The name may be old, but new drugs coming to market...plus a handsome dividend...make this blue chip attractive, says Josh Peters of Morningstar DividendInvestor.

Johnson & Johnson (JNJ) holds a leadership role in diverse health-care segments, including medical devices (40% of sales), pharmaceuticals (35%), and over-the counter medicines (25%).

This diversification has limited the hit from group-specific challenges (device failures, drug patent expirations, OTC manufacturing problems) and allowed the firm’s research efforts to continue developing next-generation products.

The pharmaceutical group has a robust late-stage product pipeline, with several potential blockbusters in late-stage development or recently approved. The company has also created new medical devices, including ceramic orthopedics and minimally invasive surgical tools.

Meanwhile, J&J generates substantial free cash flow (nearly 20% of sales), allowing it to return cash to shareholders without giving up on growth-enhancing acquisition opportunities.

J&J has raised its dividend for 50 consecutive years, a record that underscores the firm’s longstanding devotion to shareholder returns.

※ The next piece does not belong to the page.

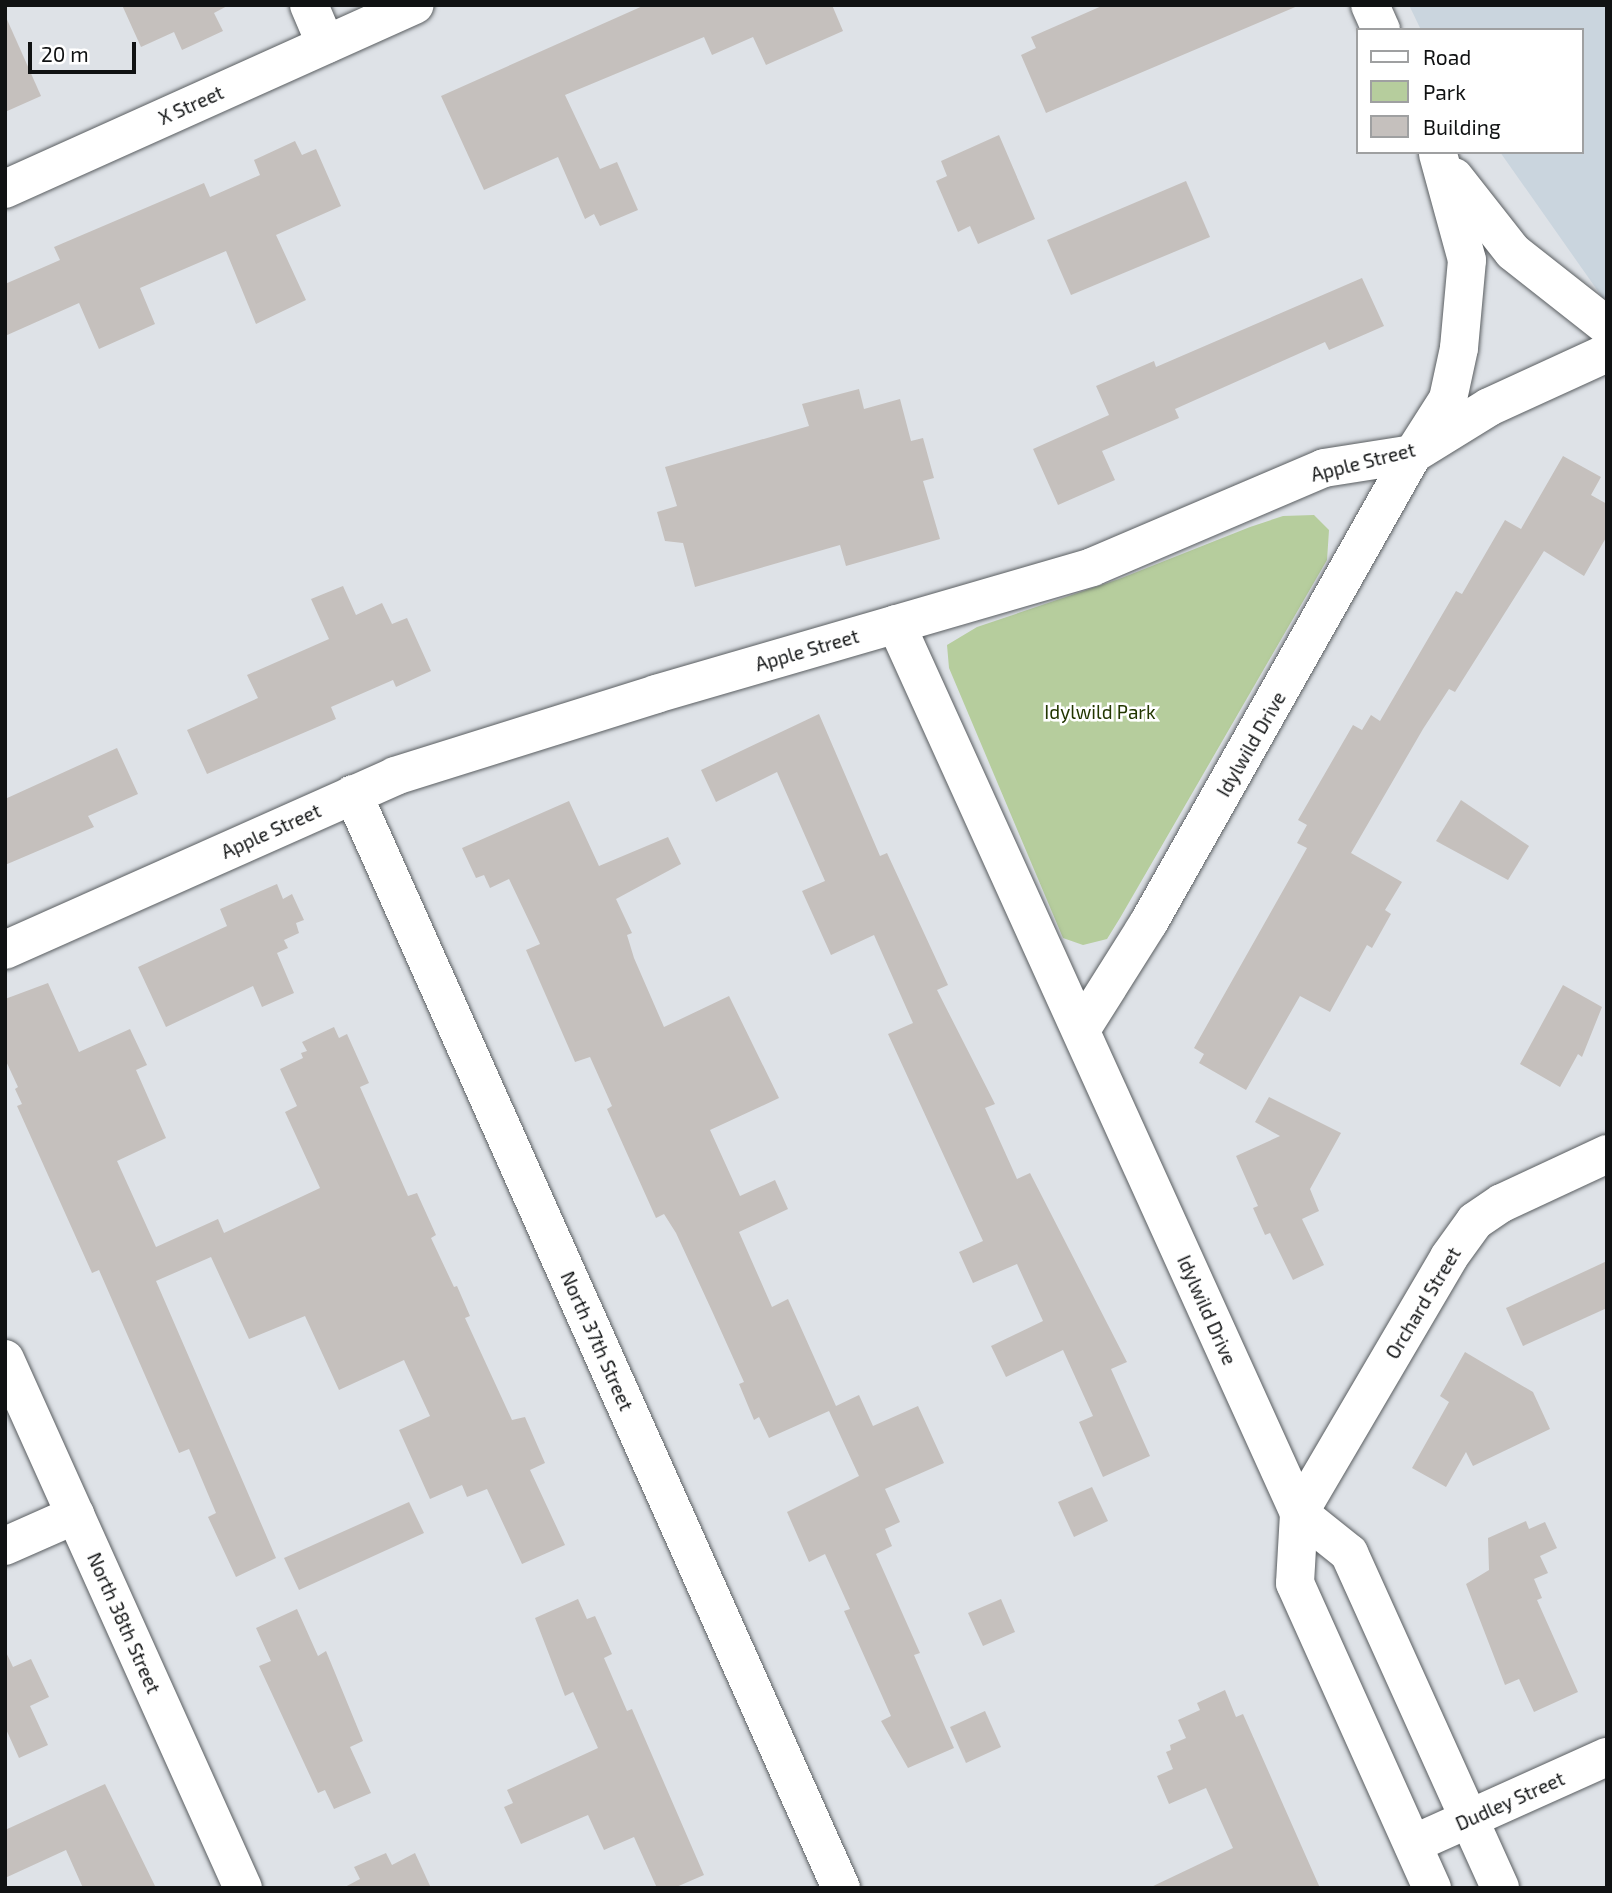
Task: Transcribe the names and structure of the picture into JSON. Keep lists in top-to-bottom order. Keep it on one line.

We expect annual hikes for many more years to come, and its dividend remains one of the safest around.

However, the pace of growth has clearly declined, from routine increases in the mid-double digits before 2007 to mid-single-digit increases in 2009, 2011, and 2012. Growth in earnings per share has slowed even more sharply, with adjusted EPS rising just 2.8% on average between 2008 and 2012. Continued dividend growth in excess of EPS growth has resulted in a somewhat higher payout ratio (47% in 2012 versus 39% in 2008).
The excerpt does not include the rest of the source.